You see, in the great sisterhood, all women are equal but some are more equal than others; and the least equal of all would appear to be women who live in Islamic countries, particularly in those places dominated by a dark interpretation of Sharia Law. For Lucas, as Bindel points out, has shared a platform with those who believe that adulterous females should be stoned to death.

She is also in favour of the hijab, not for herself, of course, or for her tofu-eating friends, but for ‘the others’, the less-equal sisters. She has been seen in the past in the company of Ken Livingstone and George Galloway, also great purveyors of hypocrisy and cultural relativism; she has been seen in the past in the company of Sheikh Yusuf al-Qaradawi.

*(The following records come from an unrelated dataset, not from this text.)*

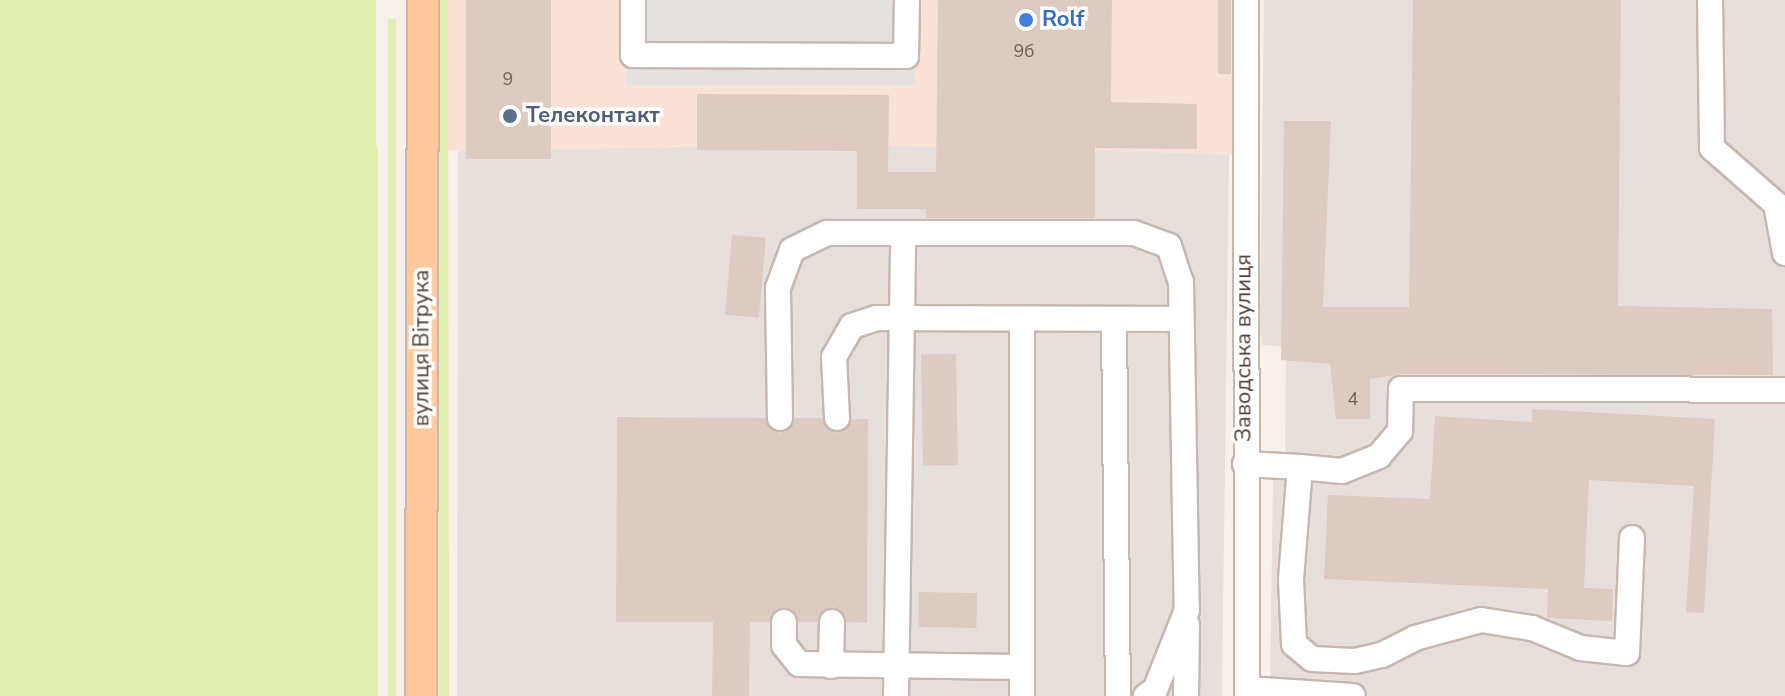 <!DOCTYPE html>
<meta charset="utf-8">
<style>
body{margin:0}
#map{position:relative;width:1785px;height:696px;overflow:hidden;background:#f7f0eb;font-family:"Nunito Sans",sans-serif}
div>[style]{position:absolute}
.commercial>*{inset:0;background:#fae1d5}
.industrial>*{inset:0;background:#e7dfdc}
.green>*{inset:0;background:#e3efb0;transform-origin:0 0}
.parking>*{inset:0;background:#e5e1df;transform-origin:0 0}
.building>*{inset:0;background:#ddcbc2;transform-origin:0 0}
.roads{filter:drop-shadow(2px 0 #c7b8af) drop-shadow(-2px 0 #c7b8af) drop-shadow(0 2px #c7b8af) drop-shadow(0 -2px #c7b8af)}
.minor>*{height:24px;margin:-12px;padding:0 12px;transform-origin:12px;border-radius:12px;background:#fff}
.major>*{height:30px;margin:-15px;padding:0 15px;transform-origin:15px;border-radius:15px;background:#ffc99c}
.dots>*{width:22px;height:22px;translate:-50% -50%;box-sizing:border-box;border:4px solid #fff;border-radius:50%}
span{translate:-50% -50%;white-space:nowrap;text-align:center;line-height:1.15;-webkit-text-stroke:7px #fff;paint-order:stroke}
.number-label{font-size:18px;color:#71625a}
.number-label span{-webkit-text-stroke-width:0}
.shop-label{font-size:22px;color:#366cbe;font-weight:700}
.left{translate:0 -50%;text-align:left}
.service-label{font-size:22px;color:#4e5e75;font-weight:700}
.street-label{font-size:22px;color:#4d3f37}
</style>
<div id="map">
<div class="commercial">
<i style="clip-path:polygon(435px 0,1236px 0,1235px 154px,826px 144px,436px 151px)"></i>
</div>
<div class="industrial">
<i style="clip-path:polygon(1264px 0,1785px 0,1785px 696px,1270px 696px,1273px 472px,1285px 468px,1286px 347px,1262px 345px,1260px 327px)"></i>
<i style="clip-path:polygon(826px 144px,1229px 154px,1222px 696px,457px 696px,458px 151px)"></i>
</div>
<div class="green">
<i style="left:0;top:0;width:376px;height:148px"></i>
<i style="clip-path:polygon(436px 0,448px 0,449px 696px,435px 696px)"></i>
<i style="left:396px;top:19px;width:677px;height:8px;rotate:90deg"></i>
<i style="left:378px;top:147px;width:549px;height:378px;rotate:90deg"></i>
</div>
<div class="parking">
<i style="left:626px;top:0;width:289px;height:85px"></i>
</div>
<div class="building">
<i style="left:466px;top:0;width:85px;height:159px"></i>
<i style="clip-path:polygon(938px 0,1112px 0,1111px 102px,1197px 104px,1197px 149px,1095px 148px,1095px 218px,926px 218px,926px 209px,857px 209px,857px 151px,697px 150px,697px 94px,889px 95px,888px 172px,936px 172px)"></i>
<i style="left:1218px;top:0;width:13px;height:74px"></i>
<i style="clip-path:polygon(1413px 0,1621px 0,1618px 306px,1772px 309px,1773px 375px,1401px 374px,1370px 379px,1370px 419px,1336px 419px,1330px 364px,1281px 360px,1284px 121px,1331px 121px,1323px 307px,1409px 307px)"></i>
<i style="left:732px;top:235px;width:34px;height:80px;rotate:5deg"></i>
<i style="left:956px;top:354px;width:111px;height:35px;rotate:89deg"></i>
<i style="clip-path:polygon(1532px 409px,1715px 419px,1704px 613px,1686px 612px,1694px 486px,1589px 480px,1584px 588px,1613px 589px,1612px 621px,1547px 618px,1548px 589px,1324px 579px,1328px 495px,1430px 499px,1435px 416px,1532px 422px)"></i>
<i style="clip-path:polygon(617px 417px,765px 418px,779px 433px,788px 430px,795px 418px,822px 418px,837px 433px,846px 430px,852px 419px,868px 419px,867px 623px,847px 622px,833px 607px,824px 609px,817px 622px,799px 622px,792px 609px,777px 609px,769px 622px,750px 622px,749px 696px,712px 696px,713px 622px,616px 622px)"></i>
<i style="left:919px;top:592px;width:58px;height:35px;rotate:1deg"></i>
</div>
<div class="roads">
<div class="minor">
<i style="left:633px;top:0;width:55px;rotate:90deg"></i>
<i style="left:633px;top:55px;width:273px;rotate:0.2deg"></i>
<i style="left:906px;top:56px;width:56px;rotate:-89deg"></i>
<i style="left:1246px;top:0;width:696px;rotate:89.92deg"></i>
<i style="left:1710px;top:0;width:148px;rotate:89.2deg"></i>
<i style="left:1712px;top:148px;width:85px;rotate:41.2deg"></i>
<i style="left:1776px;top:204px;width:50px;rotate:79.6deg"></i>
<i style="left:1114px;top:319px;width:377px;rotate:89.4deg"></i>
<i style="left:780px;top:418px;width:130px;rotate:-90.9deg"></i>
<i style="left:778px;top:288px;width:40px;rotate:-69.8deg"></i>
<i style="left:792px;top:250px;width:39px;rotate:-26deg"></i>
<i style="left:827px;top:233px;width:307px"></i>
<i style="left:1134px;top:233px;width:37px;rotate:20deg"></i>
<i style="left:1169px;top:246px;width:38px;rotate:72deg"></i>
<i style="left:1181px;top:282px;width:328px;rotate:89deg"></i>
<i style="left:1187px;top:610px;width:86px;rotate:111.8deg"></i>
<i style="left:1155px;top:690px;width:11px;rotate:146deg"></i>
<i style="left:837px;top:418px;width:61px;rotate:-92.8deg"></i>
<i style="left:834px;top:357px;width:36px;rotate:-60deg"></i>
<i style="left:852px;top:326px;width:25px;rotate:-18deg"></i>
<i style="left:876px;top:318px;width:305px;rotate:0.2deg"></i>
<i style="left:1245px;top:464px;width:55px;rotate:3.1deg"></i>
<i style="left:1300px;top:467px;width:113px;rotate:94.6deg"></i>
<i style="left:1291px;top:580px;width:64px;rotate:87.3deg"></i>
<i style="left:1294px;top:644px;width:23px;rotate:40deg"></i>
<i style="left:1312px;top:659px;width:43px;rotate:2.7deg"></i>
<i style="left:1355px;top:661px;width:28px;rotate:-13deg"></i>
<i style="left:1382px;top:655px;width:37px;rotate:-27deg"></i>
<i style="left:1415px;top:638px;width:68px;rotate:-15.3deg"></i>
<i style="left:1481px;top:620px;width:52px;rotate:8.9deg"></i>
<i style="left:1532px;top:628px;width:53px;rotate:22.2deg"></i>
<i style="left:1581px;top:648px;width:46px;rotate:6.2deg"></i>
<i style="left:1627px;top:653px;width:115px;rotate:-87.5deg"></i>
<i style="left:1300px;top:467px;width:42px;rotate:5.4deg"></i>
<i style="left:1342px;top:471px;width:40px;rotate:-22deg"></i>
<i style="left:1379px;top:456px;width:33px;rotate:-50deg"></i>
<i style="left:1400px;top:431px;width:42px;rotate:-88.6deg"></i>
<i style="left:1401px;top:389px;width:384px;rotate:0.1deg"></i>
<i style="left:784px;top:622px;width:23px;rotate:90deg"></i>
<i style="left:784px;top:645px;width:24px;rotate:52deg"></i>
<i style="left:799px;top:664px;width:223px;rotate:0.8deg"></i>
<i style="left:831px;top:666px;width:44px;rotate:-88.7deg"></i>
<i style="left:1247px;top:689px;width:106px;rotate:3.8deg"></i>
<i style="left:896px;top:696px;width:463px;rotate:-89.1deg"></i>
<i style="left:1022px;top:696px;width:377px;rotate:-90deg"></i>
<i style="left:1186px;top:696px;width:71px;rotate:-89.2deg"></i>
</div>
<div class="major">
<i style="left:421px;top:696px;width:696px;rotate:-89.84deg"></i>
</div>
</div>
<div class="dots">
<i style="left:1026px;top:20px;background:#3f7fe0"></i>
<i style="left:510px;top:116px;background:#5c6f8a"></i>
</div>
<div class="number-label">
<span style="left:1024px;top:51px">9б</span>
<span style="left:508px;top:79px">9</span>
<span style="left:1353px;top:399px">4</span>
</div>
<div class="shop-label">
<span class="left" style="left:1042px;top:20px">Rolf</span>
</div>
<div class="service-label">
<span class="left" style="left:526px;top:116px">Телеконтакт</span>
</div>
<div class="street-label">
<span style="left:422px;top:348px;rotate:-90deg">вулиця Вітрука</span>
<span style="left:1244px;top:348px;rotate:-90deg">Заводська вулиця</span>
</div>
</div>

Who is he, you might wonder? Well, he’s a good friend of Red Ken Livingstone, the former mayor of London. Like Ken he is a truly enlightened individual who just happens to believe in female genital mutilation, wife-beating, and the execution of homosexuals in Islamic states. Lucas’ constituents might like to pay particular attention to the latter point as I believe that Brighton Pavilion is home to a higher than average number of gay people. Don’t worry; none of this is for you: it’s for ‘the others’, the less than humans, people who don’t breakfast on muesli and dine on tofu.

But the poor Sheikh is a much misunderstood man, Lucas says, the victim of a smear campaign. The stories about women and gays are all wicked press lies. All the evidence, all the independent evidence, to the contrary is just a fabrication. See what you want to see, hear what you want to hear, other symptoms of the terminal cultural relativism from which this woman suffers. She went for the pink vote during her election campaign, not mentioning in her literature that she sits alongside people who wish to see them dead.

Green politics are now her politics, and her politics are all so much guff and fluff. Remember that, you good people of Brighton, when you next tuck into a decent nut cutlet or a tasty tofu surprise.